## [RECORDS FOR THIS EXERCISE]

**********

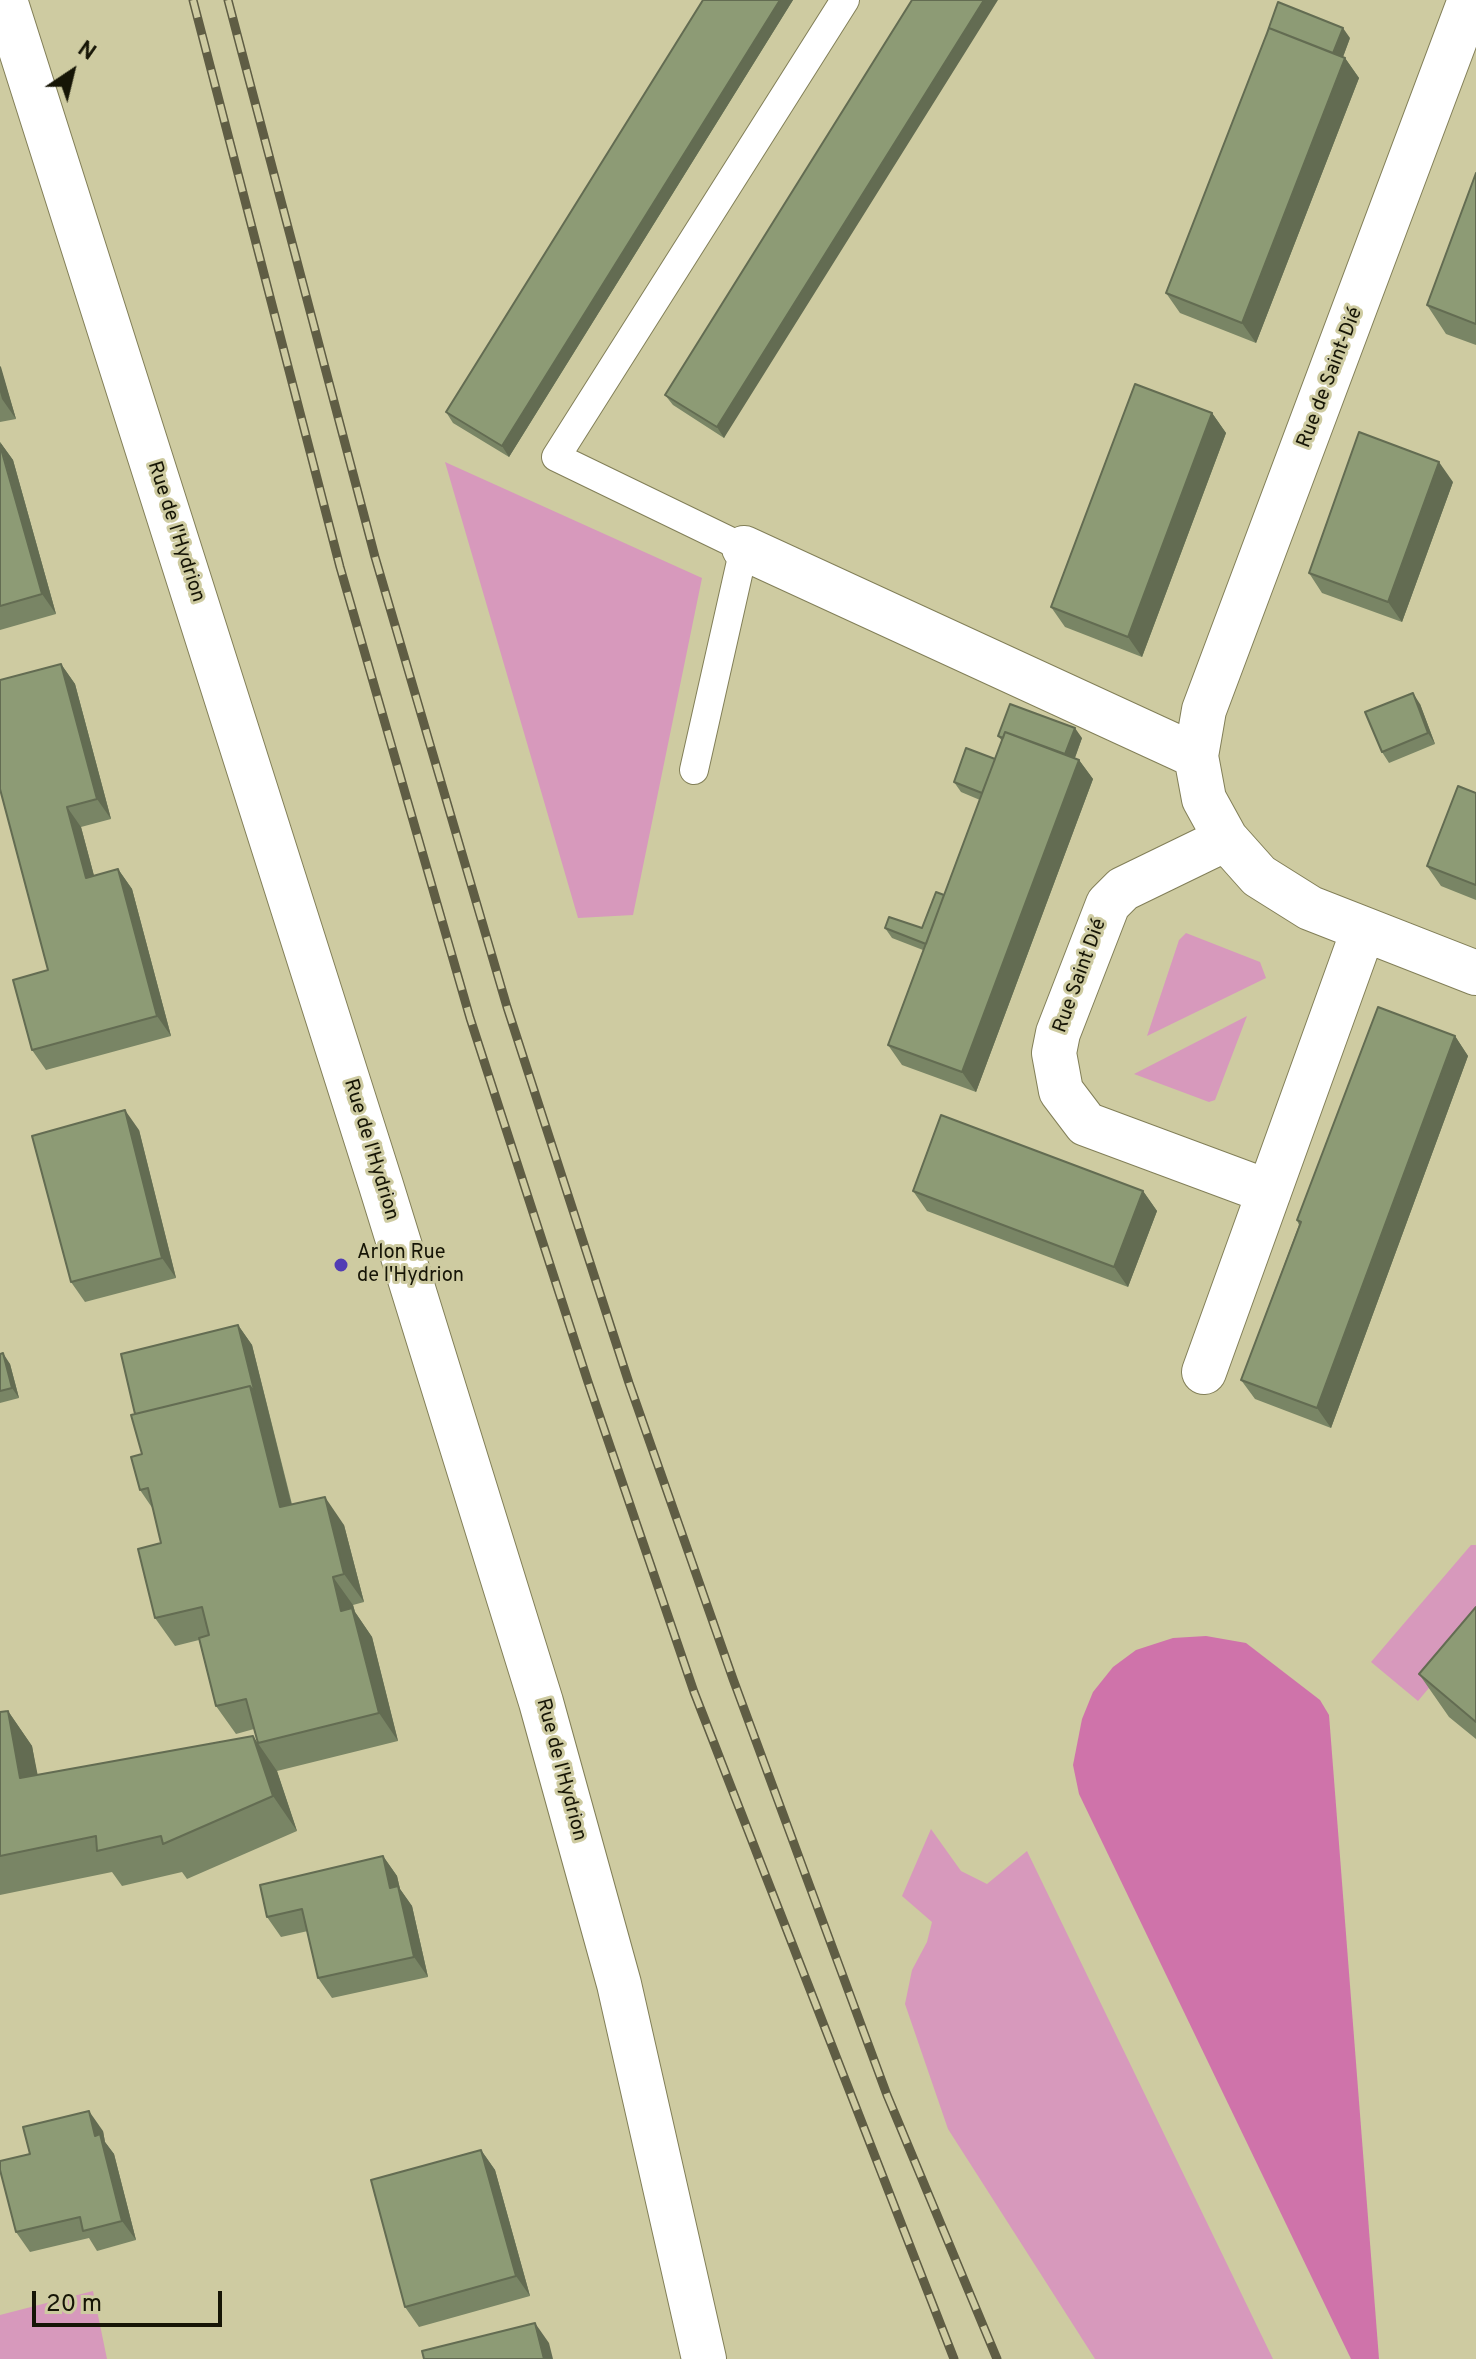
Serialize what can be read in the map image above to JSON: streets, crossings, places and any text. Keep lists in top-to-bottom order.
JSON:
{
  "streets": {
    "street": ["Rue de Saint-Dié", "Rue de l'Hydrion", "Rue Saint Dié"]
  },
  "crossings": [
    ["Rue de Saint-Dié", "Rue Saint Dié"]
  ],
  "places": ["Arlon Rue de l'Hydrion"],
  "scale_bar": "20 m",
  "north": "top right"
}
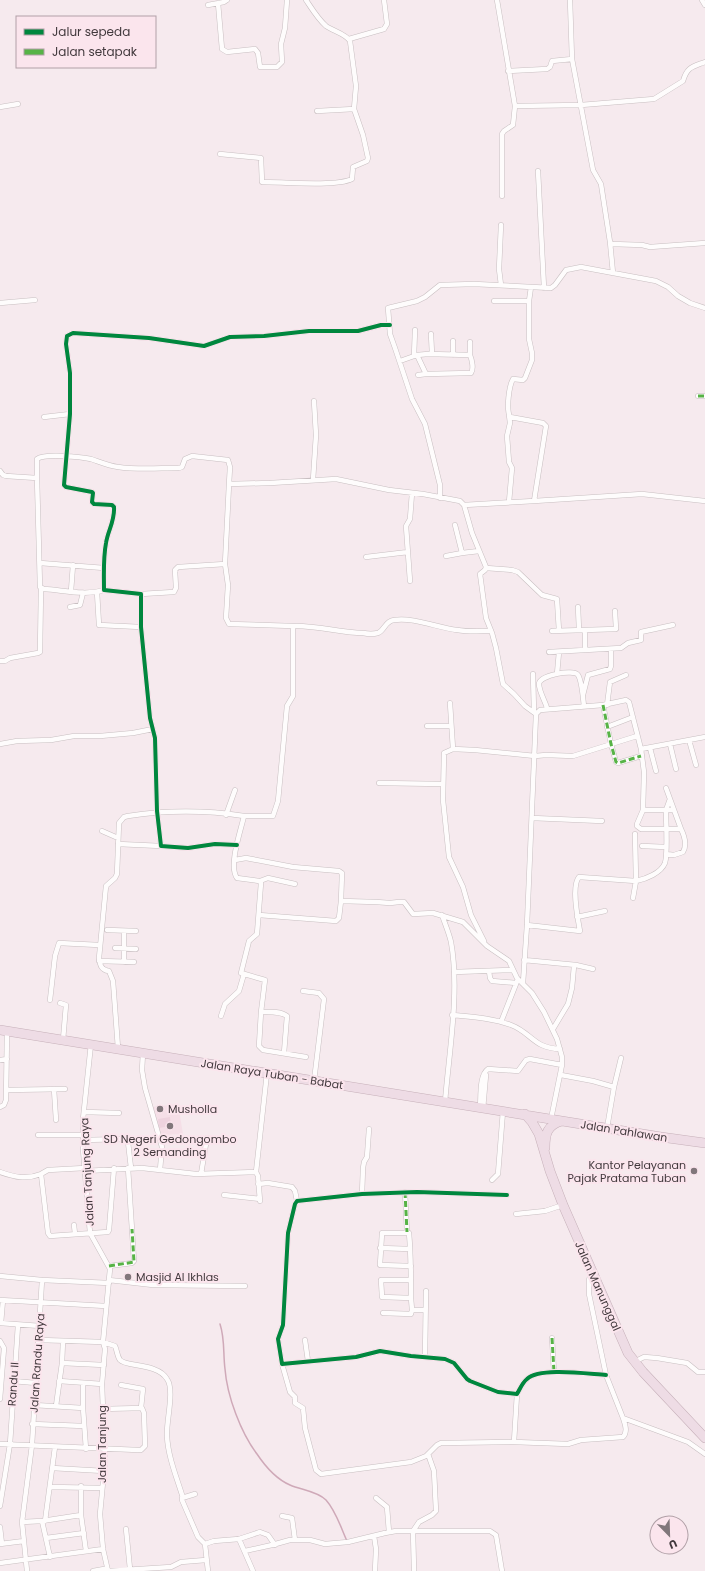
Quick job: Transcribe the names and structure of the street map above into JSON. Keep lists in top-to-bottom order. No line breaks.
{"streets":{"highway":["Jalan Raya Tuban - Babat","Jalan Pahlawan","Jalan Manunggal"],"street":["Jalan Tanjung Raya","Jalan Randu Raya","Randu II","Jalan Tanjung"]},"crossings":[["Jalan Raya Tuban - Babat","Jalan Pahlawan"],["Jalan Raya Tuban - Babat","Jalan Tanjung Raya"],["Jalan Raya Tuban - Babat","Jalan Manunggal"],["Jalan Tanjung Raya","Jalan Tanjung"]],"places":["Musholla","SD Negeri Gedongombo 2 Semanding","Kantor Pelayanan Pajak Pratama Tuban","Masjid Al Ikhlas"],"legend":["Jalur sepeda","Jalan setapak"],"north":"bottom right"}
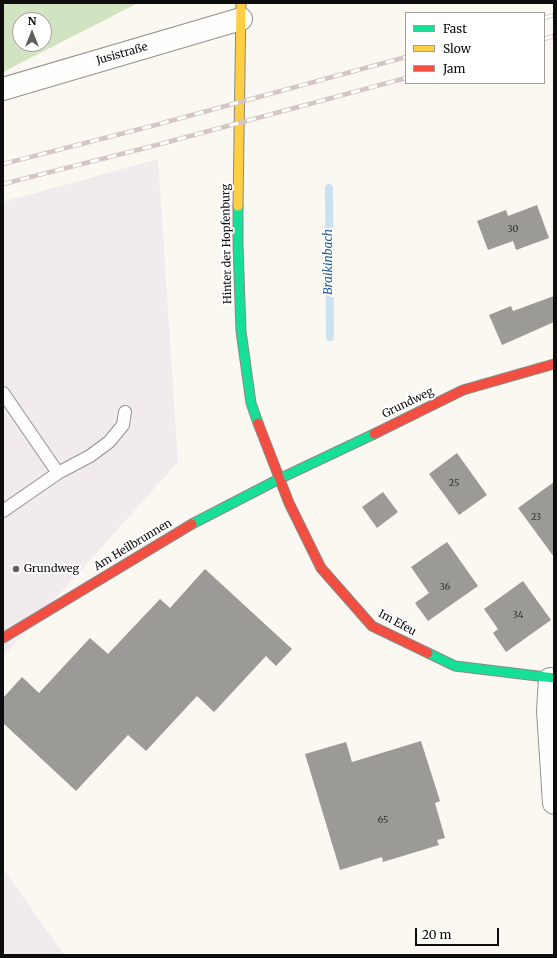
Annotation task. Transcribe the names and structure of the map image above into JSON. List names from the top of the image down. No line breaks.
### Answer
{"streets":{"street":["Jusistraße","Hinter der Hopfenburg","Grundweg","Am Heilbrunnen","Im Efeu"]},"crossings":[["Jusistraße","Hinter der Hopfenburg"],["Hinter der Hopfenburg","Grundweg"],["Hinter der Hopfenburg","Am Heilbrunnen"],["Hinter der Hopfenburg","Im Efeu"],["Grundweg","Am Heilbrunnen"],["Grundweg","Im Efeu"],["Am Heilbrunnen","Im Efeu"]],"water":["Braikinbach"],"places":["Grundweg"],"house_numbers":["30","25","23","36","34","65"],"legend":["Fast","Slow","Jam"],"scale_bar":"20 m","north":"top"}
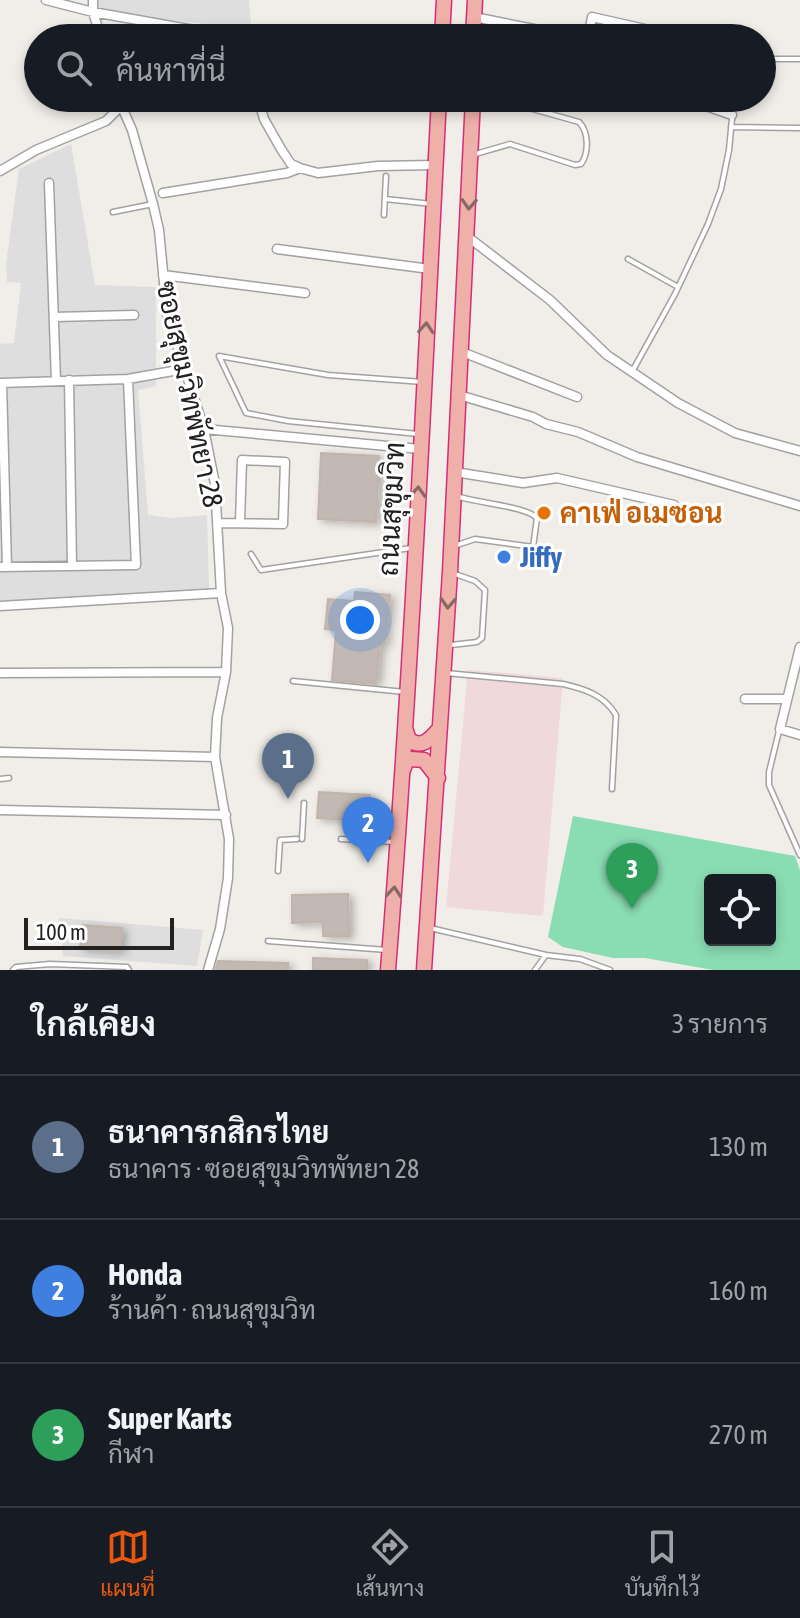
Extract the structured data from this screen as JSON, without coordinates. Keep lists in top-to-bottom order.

**********

## [DESCRIPTION OF THE TASK]
Each line of the entries holding the string "from" should be found and copied.

## [TASK RESPONSE]
Annotation task. Transcribe the names and structure of the map image above into JSON. List names from the top of the image down. No line breaks.
Extract the structured data from this screen as JSON, without coordinates. Keep lists in top-to-bottom order.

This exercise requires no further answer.